As the new millennia dawned, B.B. King released Riding With The King, his collaboration with Eric Clapton. It was released in 2000, and reached number three in the US Billboard 200. B.B. King’s first album of the new millennia sold over two million copies. However, after that, 2001s A Christmas Celebration Of Hope and 2001s Reflections struggled in the lower reaches of the charts. It was only when B.B. King was joined by the great and good of modern music, that B.B. King was riding high in the charts again.

To celebrate B.B. King’s eightieth birthday, B.B. King and Friends was released in 2005, and reached forty-five in the US Billboard 200. This proved to be the penultimate studio album of B.B. King’s recording career.

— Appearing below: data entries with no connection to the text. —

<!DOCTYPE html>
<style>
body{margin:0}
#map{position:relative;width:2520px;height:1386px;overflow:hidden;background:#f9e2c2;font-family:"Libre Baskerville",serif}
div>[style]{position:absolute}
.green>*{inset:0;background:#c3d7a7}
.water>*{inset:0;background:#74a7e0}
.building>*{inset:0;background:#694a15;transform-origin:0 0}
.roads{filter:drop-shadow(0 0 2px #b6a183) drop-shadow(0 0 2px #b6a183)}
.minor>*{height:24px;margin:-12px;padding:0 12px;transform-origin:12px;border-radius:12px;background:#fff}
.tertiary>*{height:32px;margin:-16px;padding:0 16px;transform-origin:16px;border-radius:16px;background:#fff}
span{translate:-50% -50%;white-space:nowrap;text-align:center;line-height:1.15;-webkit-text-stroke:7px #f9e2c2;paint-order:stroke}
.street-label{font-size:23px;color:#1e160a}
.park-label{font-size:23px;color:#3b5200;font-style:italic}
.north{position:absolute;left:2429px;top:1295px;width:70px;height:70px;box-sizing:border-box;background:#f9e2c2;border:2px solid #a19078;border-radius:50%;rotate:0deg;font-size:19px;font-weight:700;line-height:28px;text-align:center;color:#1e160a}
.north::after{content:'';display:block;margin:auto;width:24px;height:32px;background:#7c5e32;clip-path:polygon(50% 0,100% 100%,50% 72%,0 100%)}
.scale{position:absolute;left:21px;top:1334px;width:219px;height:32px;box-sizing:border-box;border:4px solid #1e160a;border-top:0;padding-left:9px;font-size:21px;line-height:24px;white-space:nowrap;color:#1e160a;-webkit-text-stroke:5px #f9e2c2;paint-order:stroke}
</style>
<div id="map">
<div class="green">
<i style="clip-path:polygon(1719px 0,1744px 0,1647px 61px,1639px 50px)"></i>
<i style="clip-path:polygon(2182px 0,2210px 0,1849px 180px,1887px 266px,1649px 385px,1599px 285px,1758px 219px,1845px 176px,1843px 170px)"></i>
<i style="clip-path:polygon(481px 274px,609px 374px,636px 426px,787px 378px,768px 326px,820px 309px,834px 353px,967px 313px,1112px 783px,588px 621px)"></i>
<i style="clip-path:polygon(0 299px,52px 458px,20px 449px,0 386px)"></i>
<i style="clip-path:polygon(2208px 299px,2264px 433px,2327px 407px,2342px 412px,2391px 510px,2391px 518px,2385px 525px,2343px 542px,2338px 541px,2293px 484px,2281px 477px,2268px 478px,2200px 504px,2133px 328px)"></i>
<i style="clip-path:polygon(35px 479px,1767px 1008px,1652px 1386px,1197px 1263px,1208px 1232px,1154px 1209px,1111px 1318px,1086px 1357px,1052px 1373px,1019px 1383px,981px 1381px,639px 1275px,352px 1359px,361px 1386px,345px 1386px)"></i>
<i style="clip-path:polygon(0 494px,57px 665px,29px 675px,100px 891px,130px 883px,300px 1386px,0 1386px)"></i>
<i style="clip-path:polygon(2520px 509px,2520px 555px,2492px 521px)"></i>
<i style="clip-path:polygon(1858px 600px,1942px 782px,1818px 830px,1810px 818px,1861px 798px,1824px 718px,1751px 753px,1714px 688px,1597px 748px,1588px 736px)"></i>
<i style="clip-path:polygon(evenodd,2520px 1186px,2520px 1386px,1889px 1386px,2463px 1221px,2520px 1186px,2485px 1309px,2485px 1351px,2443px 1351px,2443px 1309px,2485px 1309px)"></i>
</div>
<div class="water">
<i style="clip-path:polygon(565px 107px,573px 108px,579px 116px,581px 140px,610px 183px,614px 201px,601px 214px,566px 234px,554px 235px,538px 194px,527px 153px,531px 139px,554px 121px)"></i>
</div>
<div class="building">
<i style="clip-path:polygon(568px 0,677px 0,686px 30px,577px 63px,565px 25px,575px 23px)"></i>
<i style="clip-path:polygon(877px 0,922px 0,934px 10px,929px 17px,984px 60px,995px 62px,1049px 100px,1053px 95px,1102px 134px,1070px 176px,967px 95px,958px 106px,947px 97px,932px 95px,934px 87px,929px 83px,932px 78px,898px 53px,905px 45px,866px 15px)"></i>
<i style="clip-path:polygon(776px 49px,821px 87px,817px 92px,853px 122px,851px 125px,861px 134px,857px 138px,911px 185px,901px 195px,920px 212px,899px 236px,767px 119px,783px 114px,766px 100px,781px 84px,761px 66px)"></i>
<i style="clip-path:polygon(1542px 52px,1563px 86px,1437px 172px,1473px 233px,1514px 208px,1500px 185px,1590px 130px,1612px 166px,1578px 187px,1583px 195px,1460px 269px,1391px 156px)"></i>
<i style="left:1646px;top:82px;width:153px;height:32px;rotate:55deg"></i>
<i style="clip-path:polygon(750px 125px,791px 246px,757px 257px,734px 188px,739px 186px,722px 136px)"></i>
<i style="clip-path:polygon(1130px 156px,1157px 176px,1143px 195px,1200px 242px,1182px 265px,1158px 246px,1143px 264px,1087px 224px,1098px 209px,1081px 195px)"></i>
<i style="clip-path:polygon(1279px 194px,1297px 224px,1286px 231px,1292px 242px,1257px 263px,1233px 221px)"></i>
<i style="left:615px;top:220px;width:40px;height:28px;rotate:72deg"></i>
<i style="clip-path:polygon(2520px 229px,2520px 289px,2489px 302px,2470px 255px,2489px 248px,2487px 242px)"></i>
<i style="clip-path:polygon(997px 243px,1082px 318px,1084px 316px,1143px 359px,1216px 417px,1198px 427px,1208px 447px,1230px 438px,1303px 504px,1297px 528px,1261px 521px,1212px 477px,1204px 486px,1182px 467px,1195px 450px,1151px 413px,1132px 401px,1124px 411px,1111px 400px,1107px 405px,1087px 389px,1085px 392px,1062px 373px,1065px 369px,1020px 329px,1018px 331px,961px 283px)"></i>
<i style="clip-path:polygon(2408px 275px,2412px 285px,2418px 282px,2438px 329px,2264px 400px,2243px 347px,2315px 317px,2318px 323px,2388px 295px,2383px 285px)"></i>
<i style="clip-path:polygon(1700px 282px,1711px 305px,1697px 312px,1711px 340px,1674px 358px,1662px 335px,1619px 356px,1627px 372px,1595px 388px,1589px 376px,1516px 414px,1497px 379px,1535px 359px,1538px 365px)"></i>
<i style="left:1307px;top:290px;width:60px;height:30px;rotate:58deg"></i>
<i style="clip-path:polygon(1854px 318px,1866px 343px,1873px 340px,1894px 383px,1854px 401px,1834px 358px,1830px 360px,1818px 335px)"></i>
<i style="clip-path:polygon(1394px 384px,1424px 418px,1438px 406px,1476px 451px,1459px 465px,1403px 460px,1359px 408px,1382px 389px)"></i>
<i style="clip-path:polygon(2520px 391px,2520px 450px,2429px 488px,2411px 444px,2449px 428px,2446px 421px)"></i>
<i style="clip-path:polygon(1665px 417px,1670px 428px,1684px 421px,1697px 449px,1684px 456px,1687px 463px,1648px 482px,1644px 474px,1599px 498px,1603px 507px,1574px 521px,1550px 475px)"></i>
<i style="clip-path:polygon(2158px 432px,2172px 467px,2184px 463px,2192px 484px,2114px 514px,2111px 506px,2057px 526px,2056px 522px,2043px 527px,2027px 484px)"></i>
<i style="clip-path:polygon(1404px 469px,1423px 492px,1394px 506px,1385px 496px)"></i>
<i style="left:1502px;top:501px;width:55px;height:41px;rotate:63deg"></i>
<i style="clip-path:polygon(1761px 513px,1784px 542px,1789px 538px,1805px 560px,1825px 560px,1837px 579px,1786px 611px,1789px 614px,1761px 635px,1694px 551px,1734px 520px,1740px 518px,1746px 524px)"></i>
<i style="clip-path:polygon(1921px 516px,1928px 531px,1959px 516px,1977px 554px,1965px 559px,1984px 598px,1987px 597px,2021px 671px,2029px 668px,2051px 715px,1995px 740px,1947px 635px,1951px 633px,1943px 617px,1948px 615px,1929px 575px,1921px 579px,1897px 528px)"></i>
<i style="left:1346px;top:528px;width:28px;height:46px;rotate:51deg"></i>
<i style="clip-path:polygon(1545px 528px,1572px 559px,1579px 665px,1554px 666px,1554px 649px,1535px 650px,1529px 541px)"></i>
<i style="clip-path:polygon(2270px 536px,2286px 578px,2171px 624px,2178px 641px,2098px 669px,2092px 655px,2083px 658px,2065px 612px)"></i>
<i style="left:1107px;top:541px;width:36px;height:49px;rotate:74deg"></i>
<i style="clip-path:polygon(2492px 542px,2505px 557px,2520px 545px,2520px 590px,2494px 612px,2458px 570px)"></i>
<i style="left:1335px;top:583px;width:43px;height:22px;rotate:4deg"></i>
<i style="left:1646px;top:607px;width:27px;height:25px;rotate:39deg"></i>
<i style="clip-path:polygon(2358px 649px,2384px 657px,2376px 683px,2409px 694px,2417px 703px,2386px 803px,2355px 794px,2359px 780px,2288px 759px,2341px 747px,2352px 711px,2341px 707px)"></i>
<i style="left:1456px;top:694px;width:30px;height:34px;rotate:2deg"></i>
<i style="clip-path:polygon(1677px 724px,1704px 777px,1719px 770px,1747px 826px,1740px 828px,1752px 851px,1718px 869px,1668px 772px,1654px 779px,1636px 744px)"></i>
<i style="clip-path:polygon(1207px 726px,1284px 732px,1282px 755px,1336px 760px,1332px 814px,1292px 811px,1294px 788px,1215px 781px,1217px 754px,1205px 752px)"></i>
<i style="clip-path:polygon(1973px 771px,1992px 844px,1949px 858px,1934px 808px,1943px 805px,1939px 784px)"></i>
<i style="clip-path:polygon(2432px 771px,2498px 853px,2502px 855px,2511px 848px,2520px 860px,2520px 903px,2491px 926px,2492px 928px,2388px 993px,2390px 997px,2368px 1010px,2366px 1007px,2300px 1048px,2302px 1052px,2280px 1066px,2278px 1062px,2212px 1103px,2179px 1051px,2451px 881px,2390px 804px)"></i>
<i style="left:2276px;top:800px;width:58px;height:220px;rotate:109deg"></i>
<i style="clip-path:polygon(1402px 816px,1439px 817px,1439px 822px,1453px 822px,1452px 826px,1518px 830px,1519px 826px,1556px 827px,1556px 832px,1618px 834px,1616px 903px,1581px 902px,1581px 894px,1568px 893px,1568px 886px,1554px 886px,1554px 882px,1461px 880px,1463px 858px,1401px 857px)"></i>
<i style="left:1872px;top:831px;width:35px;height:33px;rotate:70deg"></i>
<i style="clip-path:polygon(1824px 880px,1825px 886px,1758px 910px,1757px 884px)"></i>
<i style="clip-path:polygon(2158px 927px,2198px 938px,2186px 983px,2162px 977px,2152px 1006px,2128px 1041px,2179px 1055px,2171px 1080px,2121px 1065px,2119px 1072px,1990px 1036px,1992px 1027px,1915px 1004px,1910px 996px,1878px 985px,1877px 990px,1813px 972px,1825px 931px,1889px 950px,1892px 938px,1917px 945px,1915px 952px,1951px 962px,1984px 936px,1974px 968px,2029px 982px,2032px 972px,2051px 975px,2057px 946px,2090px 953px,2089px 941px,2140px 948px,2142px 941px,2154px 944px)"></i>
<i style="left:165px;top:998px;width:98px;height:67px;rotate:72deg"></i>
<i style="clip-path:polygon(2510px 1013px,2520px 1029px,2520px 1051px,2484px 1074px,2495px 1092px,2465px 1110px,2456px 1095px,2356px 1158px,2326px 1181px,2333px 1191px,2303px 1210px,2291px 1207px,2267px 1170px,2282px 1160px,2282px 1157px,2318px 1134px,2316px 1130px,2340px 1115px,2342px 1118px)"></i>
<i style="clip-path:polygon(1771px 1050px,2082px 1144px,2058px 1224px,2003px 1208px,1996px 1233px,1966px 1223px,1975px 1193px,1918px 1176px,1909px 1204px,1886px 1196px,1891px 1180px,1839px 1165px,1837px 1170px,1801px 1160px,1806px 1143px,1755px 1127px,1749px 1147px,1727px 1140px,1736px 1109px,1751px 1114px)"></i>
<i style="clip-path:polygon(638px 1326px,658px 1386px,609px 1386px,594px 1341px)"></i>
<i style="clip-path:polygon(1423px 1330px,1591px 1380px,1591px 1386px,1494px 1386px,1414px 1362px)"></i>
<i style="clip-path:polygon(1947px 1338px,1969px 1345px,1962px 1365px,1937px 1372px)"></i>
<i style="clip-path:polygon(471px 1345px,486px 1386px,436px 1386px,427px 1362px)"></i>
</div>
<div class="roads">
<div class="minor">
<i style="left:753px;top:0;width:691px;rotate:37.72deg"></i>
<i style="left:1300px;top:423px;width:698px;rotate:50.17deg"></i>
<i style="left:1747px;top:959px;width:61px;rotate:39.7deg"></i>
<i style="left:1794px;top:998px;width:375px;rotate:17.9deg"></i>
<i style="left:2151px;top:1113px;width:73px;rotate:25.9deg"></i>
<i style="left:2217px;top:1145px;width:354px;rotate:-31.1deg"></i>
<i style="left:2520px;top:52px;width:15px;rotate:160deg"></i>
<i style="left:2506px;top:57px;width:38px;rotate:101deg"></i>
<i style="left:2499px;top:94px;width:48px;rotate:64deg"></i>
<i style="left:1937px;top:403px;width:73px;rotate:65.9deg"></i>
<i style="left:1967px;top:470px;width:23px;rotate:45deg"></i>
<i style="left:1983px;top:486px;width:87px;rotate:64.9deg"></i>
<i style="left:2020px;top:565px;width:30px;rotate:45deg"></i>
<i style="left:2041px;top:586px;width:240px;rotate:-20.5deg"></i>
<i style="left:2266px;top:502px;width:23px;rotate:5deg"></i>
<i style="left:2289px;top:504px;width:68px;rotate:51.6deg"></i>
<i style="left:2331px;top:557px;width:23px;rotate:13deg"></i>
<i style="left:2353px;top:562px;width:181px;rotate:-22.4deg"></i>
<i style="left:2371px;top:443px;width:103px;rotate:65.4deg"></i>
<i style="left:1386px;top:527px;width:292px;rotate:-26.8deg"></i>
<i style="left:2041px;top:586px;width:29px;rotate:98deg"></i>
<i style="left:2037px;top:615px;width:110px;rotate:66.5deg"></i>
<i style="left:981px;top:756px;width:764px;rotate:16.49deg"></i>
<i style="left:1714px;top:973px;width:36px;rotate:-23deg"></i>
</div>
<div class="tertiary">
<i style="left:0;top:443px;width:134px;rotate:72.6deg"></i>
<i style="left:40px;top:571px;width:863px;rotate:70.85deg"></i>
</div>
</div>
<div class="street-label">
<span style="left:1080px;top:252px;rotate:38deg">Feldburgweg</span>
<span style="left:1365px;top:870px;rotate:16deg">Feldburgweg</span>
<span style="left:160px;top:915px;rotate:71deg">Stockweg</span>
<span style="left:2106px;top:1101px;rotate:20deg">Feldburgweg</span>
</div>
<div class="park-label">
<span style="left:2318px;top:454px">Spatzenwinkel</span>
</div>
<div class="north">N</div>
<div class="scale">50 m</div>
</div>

B.B. King returned in 2008 with One Kind Favour, which was produced by T-Bone Burnett. It reached number thirty-seven in the US Billboard 200, and won the Grammy Award for Best Traditional Blues Album at the 51st Grammy Awards. B.B. King would have a hard job to surpass a Grammy Award winning album.

Winning a Grammy Award was one of the biggest honour for any musician. Even one as experienced as B.B. King. He never released a followup to One Kind Favour, and B.B. King was like the heavyweight champion who retired undefeated. However, B.B. King wasn’t for retiring.

Six years later, and B.B. King was eighty-nine. He was showing no sign of slowing down. B.B. King was still touring during 2014. Sadly, on October 3rd 2014, B.B. King had to call time on his performance at the House Of Blues in Chicago. When B.B. King left the stage, he was diagnosed with exhaustion and dehydration. That was the last time B.B. King took to the stage.

On May 14th 2015, B.B. King’s death was announced. The death of the eighty-nine year old bluesman was regarded as the end of an era. That day, music lost the man many call The King Of The Blues, B.B. King, who was one of the most influential blues’ guitarists of his generation. That didn’t happen overnight.

Not at all. It happened between 1949 and 1962, when B.B. King was in the Bihari brother’s employ at RPM and Kent Records. That’s where B.B. King recorded the twenty-five tracks on  Here’s One You Didn’t Know About-From The RPM and Kent Vaults, which features B.B. King coming of age musically, and maturing into the one of the best blues guitarists of his generation.








  1. Reblogged this on O LADO ESCURO DA LUA.

  2. Must check whether this material is on the 4CD set I’ve had for yonks. If not, sounds essential!